_Problem statement_. For this exercise, copy the records below exactly and exclude every image.

————————

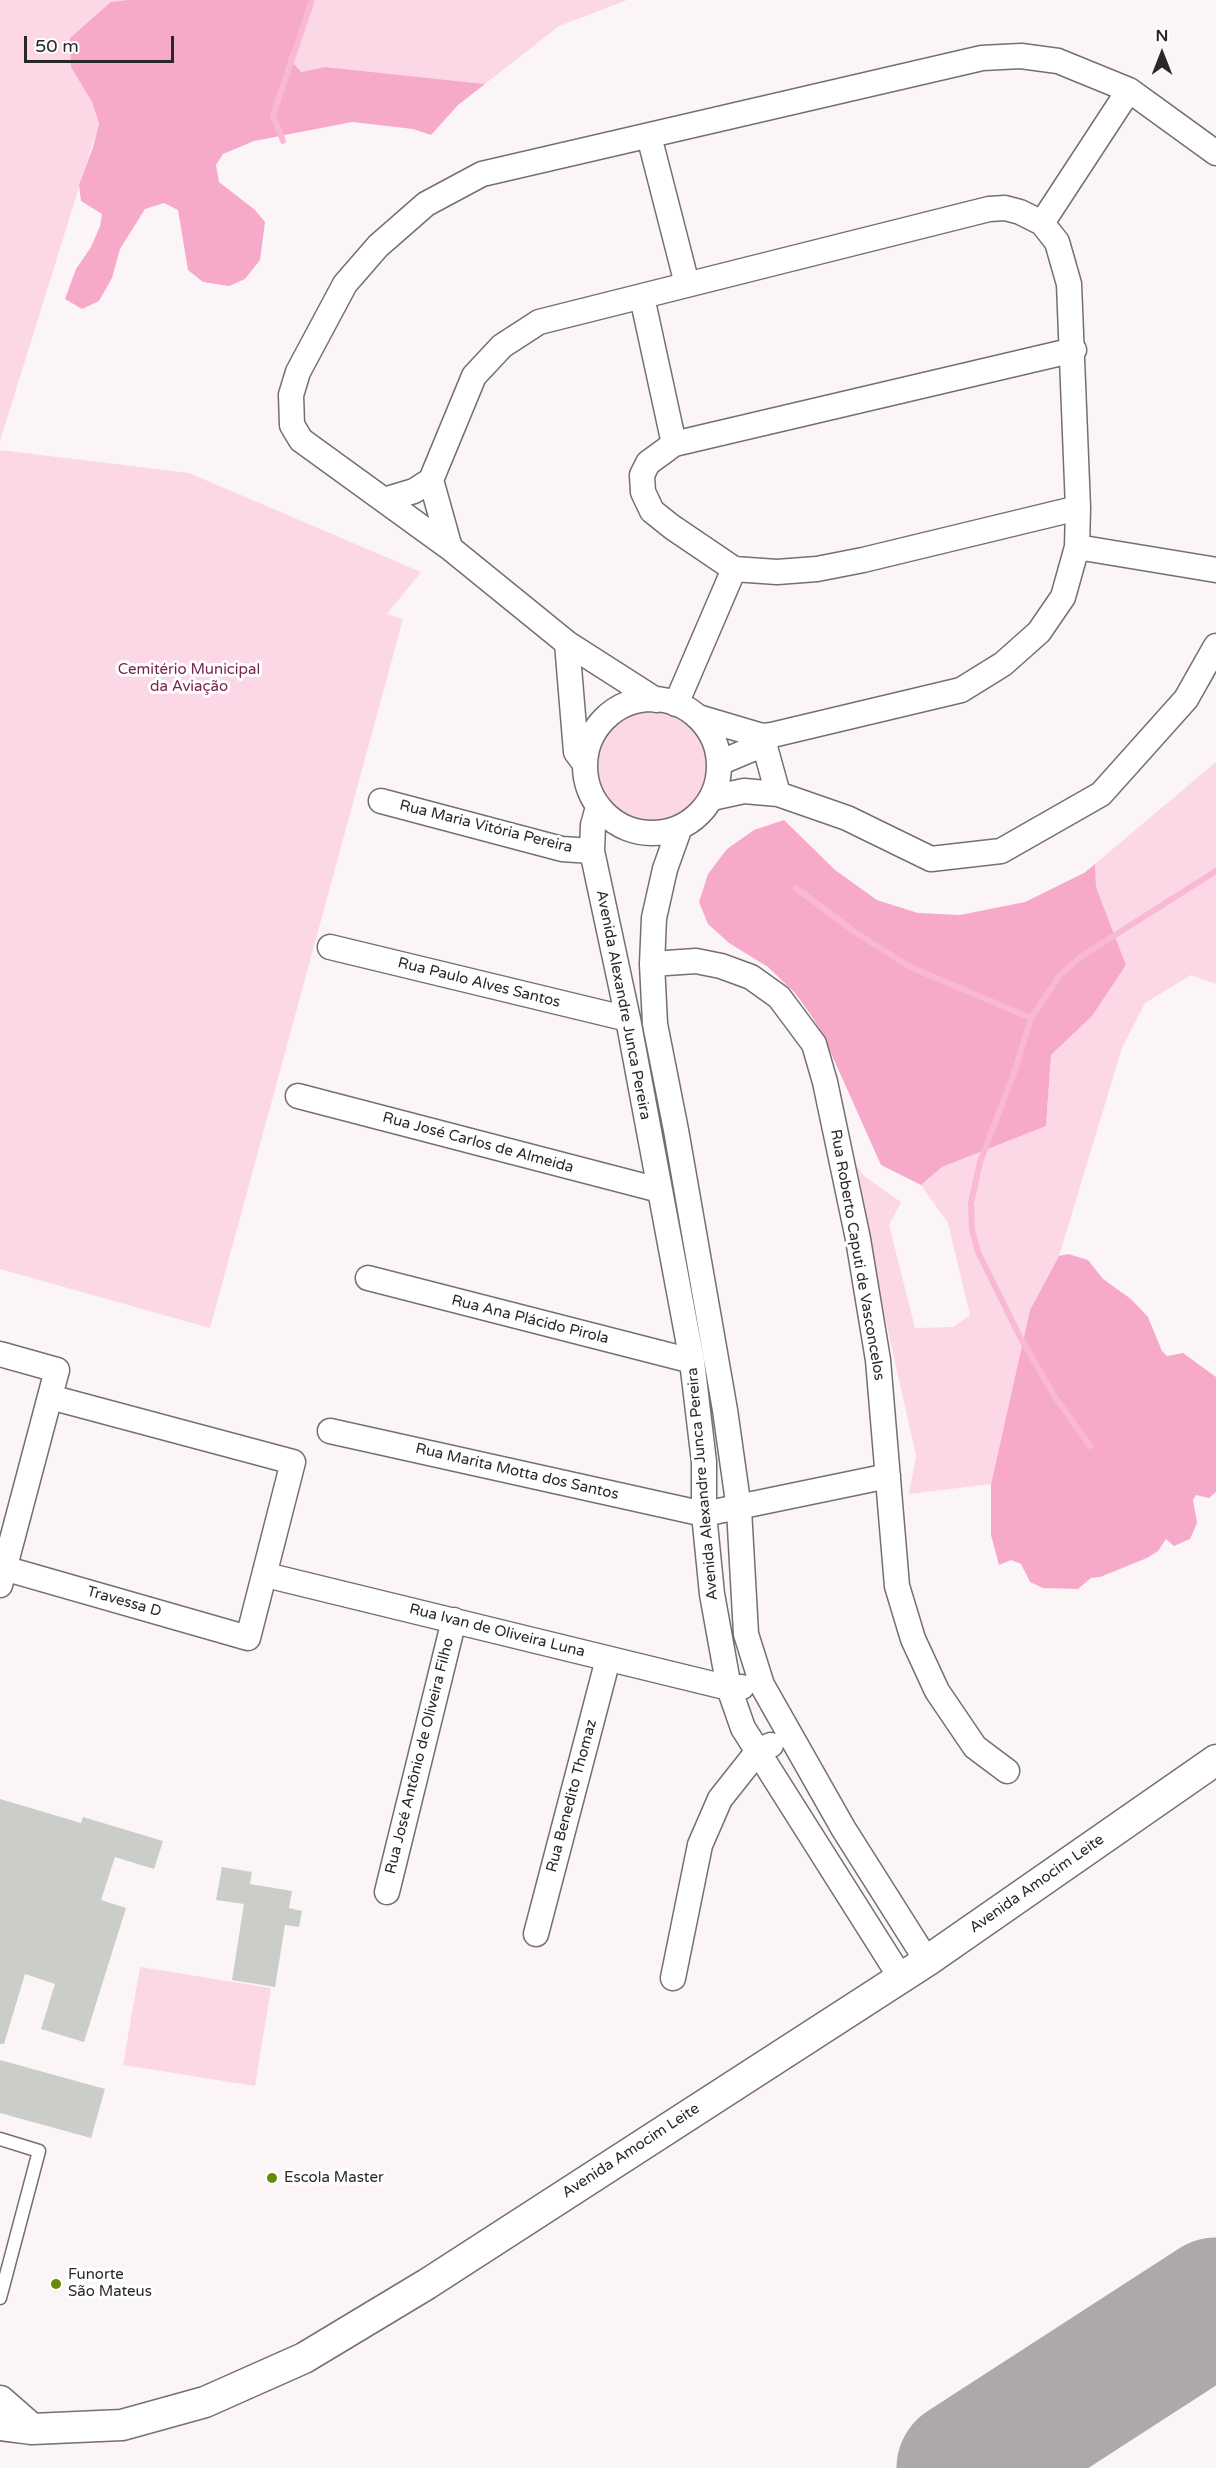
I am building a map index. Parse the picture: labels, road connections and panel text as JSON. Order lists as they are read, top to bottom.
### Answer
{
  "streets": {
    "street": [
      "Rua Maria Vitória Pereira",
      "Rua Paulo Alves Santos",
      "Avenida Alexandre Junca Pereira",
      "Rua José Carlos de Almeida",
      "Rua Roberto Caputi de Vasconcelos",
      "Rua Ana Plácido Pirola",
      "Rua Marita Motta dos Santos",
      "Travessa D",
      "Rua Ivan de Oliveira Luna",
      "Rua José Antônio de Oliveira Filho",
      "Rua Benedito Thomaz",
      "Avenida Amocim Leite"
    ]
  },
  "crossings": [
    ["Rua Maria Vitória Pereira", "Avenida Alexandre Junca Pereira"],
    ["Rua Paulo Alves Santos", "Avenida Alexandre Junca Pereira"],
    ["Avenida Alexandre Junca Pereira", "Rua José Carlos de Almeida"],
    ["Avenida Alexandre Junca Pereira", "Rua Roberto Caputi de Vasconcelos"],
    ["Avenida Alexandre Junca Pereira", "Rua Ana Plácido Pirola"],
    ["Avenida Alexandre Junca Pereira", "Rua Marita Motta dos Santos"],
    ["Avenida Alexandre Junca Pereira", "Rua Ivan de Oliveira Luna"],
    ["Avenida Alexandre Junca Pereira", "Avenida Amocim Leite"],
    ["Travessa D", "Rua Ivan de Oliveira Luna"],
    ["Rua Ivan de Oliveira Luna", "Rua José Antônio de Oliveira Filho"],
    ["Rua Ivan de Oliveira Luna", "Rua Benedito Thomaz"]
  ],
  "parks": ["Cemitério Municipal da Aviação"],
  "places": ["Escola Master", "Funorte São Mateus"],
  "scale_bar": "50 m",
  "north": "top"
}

————————

_Answer to this exercise_.
I am building a map index. Parse the picture: labels, road connections and panel text as JSON. Order lists as they are read, top to bottom.
### Answer
{
  "streets": {
    "street": [
      "Rua Maria Vitória Pereira",
      "Rua Paulo Alves Santos",
      "Avenida Alexandre Junca Pereira",
      "Rua José Carlos de Almeida",
      "Rua Roberto Caputi de Vasconcelos",
      "Rua Ana Plácido Pirola",
      "Rua Marita Motta dos Santos",
      "Travessa D",
      "Rua Ivan de Oliveira Luna",
      "Rua José Antônio de Oliveira Filho",
      "Rua Benedito Thomaz",
      "Avenida Amocim Leite"
    ]
  },
  "crossings": [
    ["Rua Maria Vitória Pereira", "Avenida Alexandre Junca Pereira"],
    ["Rua Paulo Alves Santos", "Avenida Alexandre Junca Pereira"],
    ["Avenida Alexandre Junca Pereira", "Rua José Carlos de Almeida"],
    ["Avenida Alexandre Junca Pereira", "Rua Roberto Caputi de Vasconcelos"],
    ["Avenida Alexandre Junca Pereira", "Rua Ana Plácido Pirola"],
    ["Avenida Alexandre Junca Pereira", "Rua Marita Motta dos Santos"],
    ["Avenida Alexandre Junca Pereira", "Rua Ivan de Oliveira Luna"],
    ["Avenida Alexandre Junca Pereira", "Avenida Amocim Leite"],
    ["Travessa D", "Rua Ivan de Oliveira Luna"],
    ["Rua Ivan de Oliveira Luna", "Rua José Antônio de Oliveira Filho"],
    ["Rua Ivan de Oliveira Luna", "Rua Benedito Thomaz"]
  ],
  "parks": ["Cemitério Municipal da Aviação"],
  "places": ["Escola Master", "Funorte São Mateus"],
  "scale_bar": "50 m",
  "north": "top"
}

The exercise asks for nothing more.